Three Things from Edmonton podcast - Episode 66: bubbles, puddles, cubby holes
Here are three little things that found their way back in, leaving behind either some happiness or gratitude. Three Things from Edmonton, episode 66:
Bubbles…it’s a fun word to say, bubbles…bubbles stop me as they go by. Trains, too, I will stop to watch a freight train pass in any season. Geese overhead this time of year, they will carry my attention away. And polite children firing bubbles at me on a cold spring day, they stop me, and take me back—and aback.
Jasper out of Place |
The pair, a sister and her older brother, I guessed, stood, parka hoods over their heads, next to each on their family’s front lawn last week. At his side the boy held a plastic toy bubble gun, a delightful version of a Gatling gun. As I walked by he cranked the handle a couple of turns, looked at the barrel when nothing emerged, shook the weapon to agitate the dish soap in the chamber, earnestly fired again, and, this time, watched bubbles spit out of the barrel and float away fragile in the wind. I was close enough and at the right angle to see some of the bubbles pop with a splashes of iridescence. One bubble drifted right at me.
When I was a boy, spring was the season for schoolyard games of marbles. We carried them in purple Crown Royal whisky bags hemmed with gold. Peewees, creamies, cat’s eyes, steelies, boulders, crystals and jumbos—a solar system of glass marbles that came in different sizes, colours and values. Two boulders to a crystal, two crystals or four boulders to a jumbo. The steelies were worth what you were willing to put down against them. (We were early relativists.) Unless you had stamped the pot “funsies,” the game, and the pot, went to the player who flicked in the final marble. That was playing for “keepsies.”
Ancestral marble grounds, St. Francis of Assisi |
The brother and sister could have no access to the swirl of memories in the crystal bubble that came my way. They couldn’t dream that while I was walking past them right then I was also, way back then, applying the tip of my right thumbnail into the first joint on the inside of my index finger to form a launcher, crouching down perpendicular to my line, looking at the pot, looking back at my fingers, then back at the pot, then back at the crystal marble, then putting it in motion into the world. All of this on a sidewalk on 89 Avenue that day, and on the packed-dry face of a north-end schoolyard 50 orbits of the Earth around the sun ago.

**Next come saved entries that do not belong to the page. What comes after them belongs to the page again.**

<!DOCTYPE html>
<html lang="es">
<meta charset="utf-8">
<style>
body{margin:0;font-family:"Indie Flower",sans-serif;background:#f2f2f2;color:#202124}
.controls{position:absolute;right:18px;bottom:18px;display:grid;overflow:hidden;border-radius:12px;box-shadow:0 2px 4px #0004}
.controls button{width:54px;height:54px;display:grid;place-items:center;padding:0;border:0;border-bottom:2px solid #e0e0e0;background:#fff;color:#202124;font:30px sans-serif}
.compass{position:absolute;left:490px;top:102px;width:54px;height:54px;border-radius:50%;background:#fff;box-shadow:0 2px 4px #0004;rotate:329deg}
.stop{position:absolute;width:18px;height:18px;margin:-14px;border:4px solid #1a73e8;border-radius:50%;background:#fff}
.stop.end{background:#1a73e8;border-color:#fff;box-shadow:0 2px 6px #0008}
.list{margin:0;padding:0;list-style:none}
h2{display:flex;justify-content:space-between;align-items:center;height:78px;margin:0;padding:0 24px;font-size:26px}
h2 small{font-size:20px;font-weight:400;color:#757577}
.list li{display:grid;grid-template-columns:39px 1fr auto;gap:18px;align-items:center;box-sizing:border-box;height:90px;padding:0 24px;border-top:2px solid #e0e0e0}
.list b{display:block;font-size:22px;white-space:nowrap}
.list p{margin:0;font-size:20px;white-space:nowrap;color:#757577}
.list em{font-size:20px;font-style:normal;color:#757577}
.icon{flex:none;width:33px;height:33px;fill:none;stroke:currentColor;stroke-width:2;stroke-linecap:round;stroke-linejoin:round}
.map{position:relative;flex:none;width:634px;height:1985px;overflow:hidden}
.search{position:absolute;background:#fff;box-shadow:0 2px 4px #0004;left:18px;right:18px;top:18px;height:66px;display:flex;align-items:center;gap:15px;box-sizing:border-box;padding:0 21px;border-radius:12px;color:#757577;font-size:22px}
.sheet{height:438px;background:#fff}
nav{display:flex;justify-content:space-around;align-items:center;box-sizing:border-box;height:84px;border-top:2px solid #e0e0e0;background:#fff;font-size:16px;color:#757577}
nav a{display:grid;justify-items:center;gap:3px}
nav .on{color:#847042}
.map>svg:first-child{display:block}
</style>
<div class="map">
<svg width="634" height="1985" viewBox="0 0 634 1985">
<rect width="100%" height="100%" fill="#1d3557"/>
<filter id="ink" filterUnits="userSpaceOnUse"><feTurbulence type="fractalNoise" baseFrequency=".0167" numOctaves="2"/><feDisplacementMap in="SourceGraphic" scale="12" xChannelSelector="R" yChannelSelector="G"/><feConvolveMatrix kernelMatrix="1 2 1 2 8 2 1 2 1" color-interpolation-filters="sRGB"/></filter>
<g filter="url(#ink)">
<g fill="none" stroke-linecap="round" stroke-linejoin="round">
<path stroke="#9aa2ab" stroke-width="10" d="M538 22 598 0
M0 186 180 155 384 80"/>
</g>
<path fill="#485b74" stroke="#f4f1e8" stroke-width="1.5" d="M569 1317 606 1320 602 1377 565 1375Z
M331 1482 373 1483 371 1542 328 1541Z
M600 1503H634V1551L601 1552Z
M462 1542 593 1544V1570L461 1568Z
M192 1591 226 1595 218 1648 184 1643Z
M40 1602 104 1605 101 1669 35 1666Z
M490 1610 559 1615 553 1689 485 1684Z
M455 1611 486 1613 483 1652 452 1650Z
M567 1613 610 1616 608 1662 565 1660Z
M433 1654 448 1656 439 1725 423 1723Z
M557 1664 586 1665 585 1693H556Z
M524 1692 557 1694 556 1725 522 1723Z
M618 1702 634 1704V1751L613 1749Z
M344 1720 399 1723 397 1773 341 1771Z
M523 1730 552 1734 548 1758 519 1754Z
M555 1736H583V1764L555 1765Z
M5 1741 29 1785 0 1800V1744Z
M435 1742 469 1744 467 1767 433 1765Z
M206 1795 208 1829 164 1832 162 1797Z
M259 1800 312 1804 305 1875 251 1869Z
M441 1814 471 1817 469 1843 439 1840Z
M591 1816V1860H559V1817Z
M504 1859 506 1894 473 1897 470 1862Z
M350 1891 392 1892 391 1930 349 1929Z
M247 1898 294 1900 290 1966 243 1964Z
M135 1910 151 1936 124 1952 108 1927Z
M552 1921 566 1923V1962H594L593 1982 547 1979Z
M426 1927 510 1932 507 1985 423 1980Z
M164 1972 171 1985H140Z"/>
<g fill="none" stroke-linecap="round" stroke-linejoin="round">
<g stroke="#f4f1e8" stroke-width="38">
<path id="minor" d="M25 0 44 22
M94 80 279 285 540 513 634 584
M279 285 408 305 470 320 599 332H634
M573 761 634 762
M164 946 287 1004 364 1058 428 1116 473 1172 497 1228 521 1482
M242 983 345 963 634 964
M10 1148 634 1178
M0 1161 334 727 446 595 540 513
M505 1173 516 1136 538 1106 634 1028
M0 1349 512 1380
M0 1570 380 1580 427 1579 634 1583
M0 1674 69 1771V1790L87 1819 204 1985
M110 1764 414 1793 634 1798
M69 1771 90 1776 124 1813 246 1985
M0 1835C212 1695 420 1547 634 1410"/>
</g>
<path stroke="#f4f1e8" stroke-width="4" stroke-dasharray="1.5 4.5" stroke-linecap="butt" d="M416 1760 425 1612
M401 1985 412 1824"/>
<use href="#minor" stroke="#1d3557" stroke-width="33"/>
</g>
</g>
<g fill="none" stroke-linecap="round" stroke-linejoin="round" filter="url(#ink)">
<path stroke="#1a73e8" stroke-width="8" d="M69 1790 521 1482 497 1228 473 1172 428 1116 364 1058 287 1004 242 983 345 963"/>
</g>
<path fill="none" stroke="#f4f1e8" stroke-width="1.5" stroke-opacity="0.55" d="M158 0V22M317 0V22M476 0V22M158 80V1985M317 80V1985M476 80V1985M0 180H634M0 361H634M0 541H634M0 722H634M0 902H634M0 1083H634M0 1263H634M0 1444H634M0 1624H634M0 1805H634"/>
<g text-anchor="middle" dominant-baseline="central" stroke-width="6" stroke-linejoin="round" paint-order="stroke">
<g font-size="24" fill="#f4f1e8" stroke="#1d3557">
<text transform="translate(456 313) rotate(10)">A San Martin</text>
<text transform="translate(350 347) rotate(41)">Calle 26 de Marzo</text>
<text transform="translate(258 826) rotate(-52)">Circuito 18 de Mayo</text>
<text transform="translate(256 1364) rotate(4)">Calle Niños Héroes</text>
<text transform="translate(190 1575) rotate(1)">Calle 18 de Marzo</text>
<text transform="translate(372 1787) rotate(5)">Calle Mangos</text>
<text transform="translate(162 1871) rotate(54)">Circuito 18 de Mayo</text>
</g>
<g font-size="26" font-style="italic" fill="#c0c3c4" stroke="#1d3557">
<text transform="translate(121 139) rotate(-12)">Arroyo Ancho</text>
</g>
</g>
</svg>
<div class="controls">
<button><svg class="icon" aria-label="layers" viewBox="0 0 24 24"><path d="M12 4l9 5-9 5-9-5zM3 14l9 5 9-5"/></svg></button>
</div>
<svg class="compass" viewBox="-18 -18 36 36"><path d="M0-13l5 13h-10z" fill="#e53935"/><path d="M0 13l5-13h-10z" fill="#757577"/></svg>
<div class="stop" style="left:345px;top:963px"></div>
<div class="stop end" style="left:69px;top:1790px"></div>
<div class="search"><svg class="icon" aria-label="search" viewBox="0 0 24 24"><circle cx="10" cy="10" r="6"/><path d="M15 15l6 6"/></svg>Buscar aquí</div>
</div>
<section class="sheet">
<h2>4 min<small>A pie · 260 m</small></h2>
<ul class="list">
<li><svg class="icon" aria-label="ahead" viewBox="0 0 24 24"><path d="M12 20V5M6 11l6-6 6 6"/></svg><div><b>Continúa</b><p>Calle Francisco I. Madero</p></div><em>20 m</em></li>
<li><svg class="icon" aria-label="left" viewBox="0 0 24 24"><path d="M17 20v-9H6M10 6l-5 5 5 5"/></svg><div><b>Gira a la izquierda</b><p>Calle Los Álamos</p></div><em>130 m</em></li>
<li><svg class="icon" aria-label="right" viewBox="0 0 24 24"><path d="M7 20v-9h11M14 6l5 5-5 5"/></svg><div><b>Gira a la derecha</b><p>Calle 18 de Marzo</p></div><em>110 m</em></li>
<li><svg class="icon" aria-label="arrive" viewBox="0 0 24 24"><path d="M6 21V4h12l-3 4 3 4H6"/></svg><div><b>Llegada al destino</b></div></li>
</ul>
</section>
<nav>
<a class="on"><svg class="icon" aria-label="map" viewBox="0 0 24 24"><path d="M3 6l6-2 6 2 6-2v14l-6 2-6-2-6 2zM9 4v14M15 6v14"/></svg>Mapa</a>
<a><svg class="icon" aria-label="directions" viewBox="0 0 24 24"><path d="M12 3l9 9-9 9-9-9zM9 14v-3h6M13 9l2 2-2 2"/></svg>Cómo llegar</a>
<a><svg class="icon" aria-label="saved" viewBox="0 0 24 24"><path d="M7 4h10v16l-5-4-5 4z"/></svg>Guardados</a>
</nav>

Pedalling across the 142 Street bridge above the MacKinnon Ravine on a sunny day, with the past somehow just ahead, is an exercise in prepositions. Prepositions are words well known to bicycle riders. They’re the little words that do the big work of indicating direction, location, place and time—the kinds of things that consume us. If you’re pedalling single track over the logs and among the spruce trees by the Terwillegar footbridge, you are in the debt of prepositions. Same goes for cycling down the Oliverbahn bike lane toward downtown Edmonton to buy pencils at Stylus. It was on the ravine bridge last week that prepositions, those workaday words typically content to do their job quietly, leaving the acclaim for the shiny adjectives and strong verbs, made their presence felt. One particular preposition, in fact—the mysterious "into." I was approaching the end of the bridge where the water incident had happened.
Flashback: a couple of years ago at that exact spot a passing automobilist hit a stormwater-filled pothole and soaked me. I wore most of the water. I swallowed the rest of it.
This time the memory of being drenched by the passing automobile was more vivid. I didn’t recall it as much as pedal right back into it. For an instant, the wall between past and present was very liquid. I was here and I was there and then I was back here. It’s hard to say where we would be without prepositions. It’s hard enough to say where we ever are with them.
Are cubby holes just an Edmonton thing? Cubby holes are the square spaces cut into chain link fences around some Edmonton schoolyards. We had one at St. Francis of Assisi school in the north end back in the old days. I notice the cubby hole in the Oliver School yard fence when I pedal by on 103 Avenue these days. On reddit there’s a what-is-this-thing? thread devoted to the mystery of the Edmonton cubby hole. Some redditers are pretty sure the hole is meant to serve as an escape route for wildlife caught in the schoolyard. Or for firefighters to haul hoses and other equipment through. My theory is that cubby holes are designed to allow elementary school students out, but, slowly, consciously, mechanically out, so they don’t run into automobile traffic.
The truth about cubby holes in fences lies somewhere else, though. A cubby hole is a gate, it’s a passageway, it’s a portal through which there becomes here. It’s an edge, a fringe, a hem, a margin. It introduced elementary school students who climbed through it, some carrying their Macmillan Spellers, some weighed down with whisky bags of marbles, to the thrill of moving across, moving through a border.
I went to fly a kite one evening last week in the field behind James Gibbons School near our house. Walking back home, I saw a cubby hole in the fence on 152 Street. I bent my six-foot-three-inch frame through the aperture and realized cubby holes were my first real-world lesson in prepositions.